The warehouse expansion will see the Gray’s plant increasing its overall space from 20,000 square feet to 30,000 square feet.
“Right now, we don’t have enough storage space, so we have been storing goods in a rental space in Kingston, but once we build that warehouse, we can store everything here, and the old warehouse that we have now can be utilised for something else, maybe to expand the factory because it’s a bit tight where we are now,” Andrew told the Financial Gleaner.
The warehouse project is part of a more expansive plan to grow the operation. Gray has a vision for the company to move into barrel-aged sauces, as a new revenue stream for the business.
“We want to do limited-edition sauces – five-year-old and 10-year-old products that are sold at a premium – but that’s when we have adequate raw material,” the managing director said.
He is also eyeing a second production line to increase output volumes by about 50 per cent.
The Gray’s portfolio of products includes the Gray’s-branded hot pepper sauce, fish and meat sauce, habanero sauce, scotch bonnet sauce, jerk sauce, and jerk seasoning.
The spice company also packages products for other brands under contract, including GraceKennedy.

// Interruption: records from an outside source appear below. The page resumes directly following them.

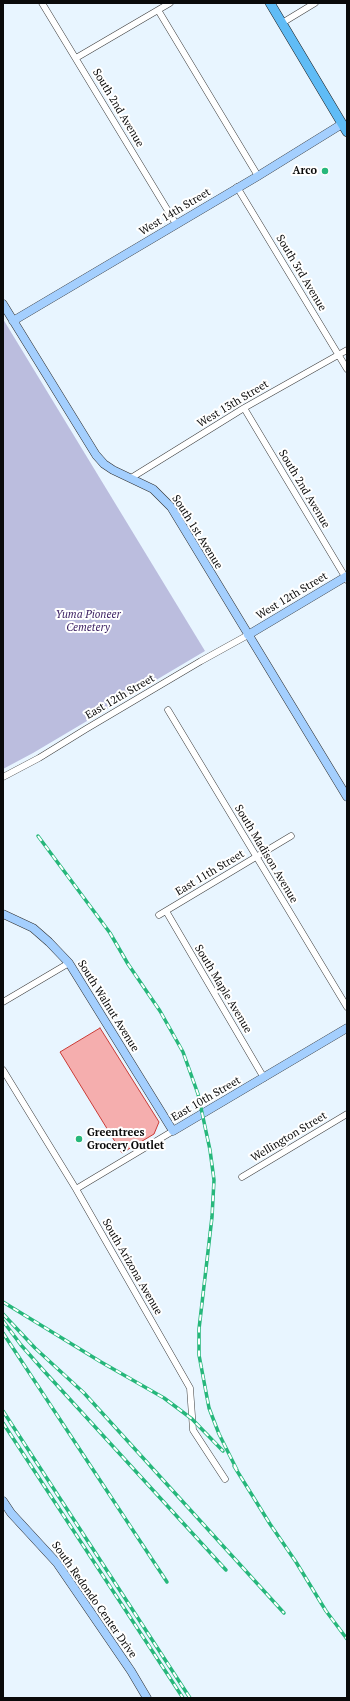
<!DOCTYPE html>
<style>
body{margin:0}
#map{position:relative;width:350px;height:1701px;overflow:hidden;background:#e8f5ff;font-family:"PT Serif",serif}
canvas{display:block}
.frame{position:absolute;inset:0;border:4px solid #0a0a0a;pointer-events:none}
</style>
<div id="map">
<canvas width="350" height="1701"></canvas>
<div class="frame"></div>
</div>
<script>
const c = document.querySelector('canvas').getContext('2d');
c.lineJoin = 'round';
function fill(path, color) {
  c.fillStyle = color;
  c.fill(path, 'evenodd');
}
function poly(rows) {
  const path = new Path2D();
  for (const r of rows) {
    path.moveTo(r[0], r[1]);
    for (let i = 2; i < r.length; i += 2) path.lineTo(r[i], r[i + 1]);
  }
  return path;
}
function trace(path, color, width, dash) {
  c.strokeStyle = color;
  c.lineWidth = width;
  c.lineCap = dash ? 'butt' : 'round';
  c.setLineDash(dash || []);
  c.stroke(path);
}
function label(font, color, halo, rows, align = 'center') {
  c.font = font + ' "PT Serif",serif';
  c.lineWidth = 4;
  c.setLineDash([]);
  c.textBaseline = 'middle';
  c.strokeStyle = halo;
  c.fillStyle = color;
  for (const [text, x, y, turn = 0] of rows) {
    c.save();
    c.translate(x, y);
    c.rotate((+turn || 0) * Math.PI / 180);
    c.textAlign = isNaN(turn) ? turn : align;
    if (halo) c.strokeText(text, 0, 0);
    c.fillText(text, 0, 0);
    c.restore();
  }
}
const cemetery = poly([
 [3,319,205,651,33,753,3,769]
]);
const water = poly([
 [100,1028,159,1122,154,1134,122,1153,60,1052,100,1028]
]);
const street = poly([
 [42,3,176,224],
 [158,10,258,176],
 [282,23,315,3],
 [76,58,170,3],
 [237,187,347,369],
 [244,408,347,580],
 [131,478,244,408,347,350],
 [168,710,347,1007],
 [3,777,39,758,86,729,201,661,248,635],
 [166,911,264,1078],
 [159,915,291,836],
 [3,1002,69,963],
 [3,1070,76,1189,190,1388,193,1430,225,1479],
 [242,1177,347,1114],
 [76,1189,173,1131]
]);
const secondary = poly([
 [3,304,96,455,104,464,113,470,153,489,171,507,347,797],
 [13,321,258,176,342,124],
 [248,635,347,576],
 [3,914,33,928,49,942,69,963,173,1131,347,1028],
 [3,1501,11,1513,57,1563,131,1671,147,1698]
]);
const primary = poly([
 [270,3,347,132]
]);
const rail = poly([
 [38,836,110,933,128,964,160,1011,183,1052,198,1094,210,1150,214,1180,212,1217,199,1329,199,1355,209,1408,219,1434,237,1470],
 [3,1302,101,1362,164,1398,192,1419,223,1451],
 [3,1314,35,1348,84,1393,284,1613],
 [3,1321,21,1345,44,1371,226,1570],
 [3,1333,167,1582],
 [3,1411,190,1698],
 [3,1423,183,1698],
 [234,1466,270,1524,296,1562,326,1611,347,1639]
]);
const markers = [
 [325,171,4,"#26b77b"],
 [79,1139,4,"#26b77b"]
];
const streetNames = [
 ["South 2nd Avenue",118,108,59],
 ["West 14th Street",175,212,-31],
 ["South 3rd Avenue",301,273,59],
 ["West 13th Street",233,404,-31],
 ["South 2nd Avenue",304,489,59],
 ["South 1st Avenue",197,532,58],
 ["West 12th Street",292,596,-31],
 ["East 12th Street",120,697,-30],
 ["South Madison Avenue",266,854,59],
 ["East 11th Street",210,873,-31],
 ["South Maple Avenue",223,989,59],
 ["South Walnut Avenue",108,1006,58],
 ["East 10th Street",206,1099,-30],
 ["Wellington Street",289,1137,-31],
 ["South Arizona Avenue",132,1267,60],
 ["South Redondo Center Drive",94,1600,55]
];
const poiNames = [
 ["Arco",317,171],
 ["Greentrees",87,1133,"left"],
 ["Grocery Outlet",87,1146,"left"]
];
const parkNames = [
 ["Yuma Pioneer",88,615],
 ["Cemetery",88,628]
];
fill(cemetery, '#bbbdde');
fill(water, '#f5aeae');
trace(water, '#ca3b36', 1);
trace(street, '#3d3d3d', 7);
trace(secondary, '#2c2c2c', 9);
trace(primary, '#1b1b1b', 10);
trace(street, '#fff', 6);
trace(secondary, '#a4cffe', 8);
trace(primary, '#60bcf6', 9);
trace(rail, '#26b77b', 3.5);
trace(rail, '#fff', 2, [6]);
for (const [x, y, r, color] of markers) {
  const dot = new Path2D();
  dot.arc(x, y, r, 0, 2 * Math.PI);
  c.fillStyle = color;
  c.fill(dot);
  trace(dot, '#fff', 1.5);
}
label('11px', '#0a0a0a', '#fff', streetNames);
label('bold 11px', '#0a0a0a', '#fff', poiNames, 'right');
label('italic 11px', '#391d60', '#fff', parkNames);
</script>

Gray’s Pepper, which claims the title of largest sauce producer in Jamaica, has the capacity to produce roughly 50,000 bottles of sauces per day in three-, five-, six- and 12-ounce sizes. However, over the years, the company has complained of not being able to maximise production capacity, primarily because of the limited supply of peppers, and crime.
“Because of the crime problem, nobody wants to work late nights, and even for them to work late in the day, it’s an issue,” said Gray.
“If we didn’t have, a crime problem, the machinery that we have, we could do a double shift. Instead, we have to be making unnecessary investments in new equipment so that we can have more production done during the day. It’s not feasible for a company to only work an eight-hour shift,” he said.
The company’s need for a more consistent supply of raw materials was recently addressed when GraceKennedy, through its agricultural division, Grace Agro-Processors, partnered with the Ministry of Industry, Commerce, Agriculture and Fisheries last year to establish an agro park on 110 acres at Ridge Pen, St Elizabeth. The crops, which are slated for reaping next month, will plug the annual shortage in pepper supply usually experienced by manufacturers between December and April each season.
Additionally, Drew Gray has started a three-acre pilot West Indian red pepper farm in Whitehouse, Westmoreland, from which the raw material will be used to feed his three-year-old venture, Scotch Boyz Jamaica Limited, which packages a line of five-ounce sauces that has already found a market overseas in Canada. Its second shipment of sauces to Canada is planned for this week.
Scotch Boyz was created as a separate entity from Gray’s Pepper Products and currently has a co-packaging arrangement with Gray’s.
Drew, a 29-year-old graduate of McMaster University in Ontario, Canada, was employed in the Canadian banking sector for four years before returning home to assist his father with the business. He currently holds the post of general manager of Gray’s Pepper but saw the opportunity to create his own legacy during his stay in Canada.
“One of the main problems I found in Canada is that I just couldn’t find fresh produce. So leveraging Gray’s Pepper Products’ relationship with GraceKennedy, we came up with an arrangement where the sauces would be produced by Scotch Boyz and marketed through GraceKennedy,” Drew told the Financial Gleaner.
He said Scotch Boyz is jointly owned by himself, as majority shareholder, and his childhood friend, Neil Hudson.